Back at home, I could catalogue the main event of my week and a half of vacation, reading. But the first book I picked up didn't seem like scintillating blog material. Who'd want to read writing about reading about someone else reading, even if that someone is Nick Hornby. Hornby makes his books bought vs. books read list look interesting for fourteen months of journal articles collected in The Polysyllabic Spree. I appreciate his tales of second hand bookstores, but my second hand account of it wouldn't do reader-response criticism any justice. Started my own books bought/books read comparison, but it's a bit of a bore. Burrowing through a used bookstore in Wales automatically makes for better anecdotes digging through dust and Jesse's legos for my tenth grade french textbook. I should also avoid commentary on One Sunday Morning where the heroine ends up in Paris having my spring break, the 1926 version. Next at the plate, batting clean-up in the first inning of vacation was Memoirs d'une Jeune Fille Rangee. It's superb but demands a patient at bat. Swinging rusty French. Simone and I didn't strike out, but I've started in on something else so they won't call delay of game. If I were Hornby I could review David Garroch's Making of Revolutionary Paris and have you falling off your seat, but I'm not. Besides the charming Hornby, now I know who does make people literally crash to the floor with laughter. In my own used book adventures at Housing Works, I picked up Me Talk Pretty One Day. I don't know what took me so long to read the book besides it's always checked out of the library by some one else who's been told by everyone she knows she's got to read it. And now I understand why. Coming home last night, leaning against a column, waiting for the C train, I cracked up. Tried to hide my face behind the cover, tried to stifle laughs as strangers passed with odd glances. The bathroom, the tone, the timing. I didn't stand a chance. I doubled over, bent in half by humor.

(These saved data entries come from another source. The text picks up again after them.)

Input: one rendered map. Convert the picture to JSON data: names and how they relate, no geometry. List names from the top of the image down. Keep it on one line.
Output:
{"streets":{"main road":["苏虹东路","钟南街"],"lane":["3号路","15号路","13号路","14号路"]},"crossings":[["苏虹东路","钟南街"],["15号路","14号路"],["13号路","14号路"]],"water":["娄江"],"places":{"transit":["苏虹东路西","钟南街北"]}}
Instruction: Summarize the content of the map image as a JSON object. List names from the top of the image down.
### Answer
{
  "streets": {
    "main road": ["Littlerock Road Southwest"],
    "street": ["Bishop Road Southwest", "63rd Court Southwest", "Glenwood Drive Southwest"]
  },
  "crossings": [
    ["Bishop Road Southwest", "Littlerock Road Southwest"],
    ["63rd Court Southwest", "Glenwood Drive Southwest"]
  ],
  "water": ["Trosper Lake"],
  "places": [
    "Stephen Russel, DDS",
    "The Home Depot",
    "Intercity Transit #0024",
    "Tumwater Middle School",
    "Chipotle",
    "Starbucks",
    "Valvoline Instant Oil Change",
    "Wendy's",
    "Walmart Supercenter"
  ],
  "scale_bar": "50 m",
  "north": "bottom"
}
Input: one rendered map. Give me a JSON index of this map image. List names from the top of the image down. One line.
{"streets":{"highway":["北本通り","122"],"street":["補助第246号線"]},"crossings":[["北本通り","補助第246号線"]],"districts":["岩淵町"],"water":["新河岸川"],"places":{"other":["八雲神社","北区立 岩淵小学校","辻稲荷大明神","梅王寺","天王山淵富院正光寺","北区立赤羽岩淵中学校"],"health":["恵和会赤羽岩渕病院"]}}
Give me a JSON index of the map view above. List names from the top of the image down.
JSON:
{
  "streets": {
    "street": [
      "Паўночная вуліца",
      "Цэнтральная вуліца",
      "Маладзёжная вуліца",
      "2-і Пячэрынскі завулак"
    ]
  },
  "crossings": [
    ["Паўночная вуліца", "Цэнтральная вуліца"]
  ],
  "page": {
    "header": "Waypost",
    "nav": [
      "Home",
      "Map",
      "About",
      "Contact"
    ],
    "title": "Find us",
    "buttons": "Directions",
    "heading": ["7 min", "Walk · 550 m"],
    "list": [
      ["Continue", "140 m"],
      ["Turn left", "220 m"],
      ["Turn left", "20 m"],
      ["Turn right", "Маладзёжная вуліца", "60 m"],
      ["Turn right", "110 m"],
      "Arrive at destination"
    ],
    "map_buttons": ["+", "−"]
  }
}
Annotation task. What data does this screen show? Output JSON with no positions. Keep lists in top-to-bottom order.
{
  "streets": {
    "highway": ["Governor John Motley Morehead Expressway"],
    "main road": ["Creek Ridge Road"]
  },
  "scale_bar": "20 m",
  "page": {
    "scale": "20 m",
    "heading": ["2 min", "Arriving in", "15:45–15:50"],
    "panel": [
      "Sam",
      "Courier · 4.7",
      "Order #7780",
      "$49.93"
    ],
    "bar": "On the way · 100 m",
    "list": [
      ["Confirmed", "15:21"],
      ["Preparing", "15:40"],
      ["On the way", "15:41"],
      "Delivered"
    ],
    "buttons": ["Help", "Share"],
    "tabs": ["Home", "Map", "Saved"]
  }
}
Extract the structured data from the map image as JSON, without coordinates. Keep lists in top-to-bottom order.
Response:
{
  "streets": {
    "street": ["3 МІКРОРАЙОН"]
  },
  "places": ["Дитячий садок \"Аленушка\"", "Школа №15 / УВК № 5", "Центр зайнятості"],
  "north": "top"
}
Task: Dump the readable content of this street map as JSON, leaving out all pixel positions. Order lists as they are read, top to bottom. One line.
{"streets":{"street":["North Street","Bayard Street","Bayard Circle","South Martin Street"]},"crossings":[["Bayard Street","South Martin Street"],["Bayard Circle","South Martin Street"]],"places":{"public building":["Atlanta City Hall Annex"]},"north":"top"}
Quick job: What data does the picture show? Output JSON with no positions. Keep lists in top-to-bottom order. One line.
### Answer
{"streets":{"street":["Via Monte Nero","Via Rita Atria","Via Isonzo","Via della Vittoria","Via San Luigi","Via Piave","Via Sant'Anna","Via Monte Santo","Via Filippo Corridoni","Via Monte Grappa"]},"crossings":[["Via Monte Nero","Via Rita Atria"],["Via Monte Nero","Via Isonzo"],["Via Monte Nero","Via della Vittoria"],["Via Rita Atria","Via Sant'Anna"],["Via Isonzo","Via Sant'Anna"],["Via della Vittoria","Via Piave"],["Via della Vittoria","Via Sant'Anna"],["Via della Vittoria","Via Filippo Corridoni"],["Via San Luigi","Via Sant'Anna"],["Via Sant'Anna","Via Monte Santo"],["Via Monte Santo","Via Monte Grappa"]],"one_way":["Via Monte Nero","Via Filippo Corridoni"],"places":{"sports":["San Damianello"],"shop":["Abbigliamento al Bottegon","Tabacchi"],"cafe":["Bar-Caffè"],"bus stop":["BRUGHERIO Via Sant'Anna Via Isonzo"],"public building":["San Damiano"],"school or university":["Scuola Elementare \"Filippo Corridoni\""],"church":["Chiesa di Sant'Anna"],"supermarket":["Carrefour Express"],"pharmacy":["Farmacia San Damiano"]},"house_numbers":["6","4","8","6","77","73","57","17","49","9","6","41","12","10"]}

Stepping out of the subway onto Spring, I smiled at the Soho he mocks. A girl tripped in leopard print heels. Tourists read a map by streetlamp. A bouquet of pink roses, parallel to the ground, stuck out sideways from a story and a guitar case. The flowers brushed my arm as the man walked by. And then, alone on a hydrant, without a person, bald or hairy, in sight, was a wig of wavy, brown hair. The tendrils trailed to the ground and the bemused look on the hydrant answered my long, stride-stopping laugh.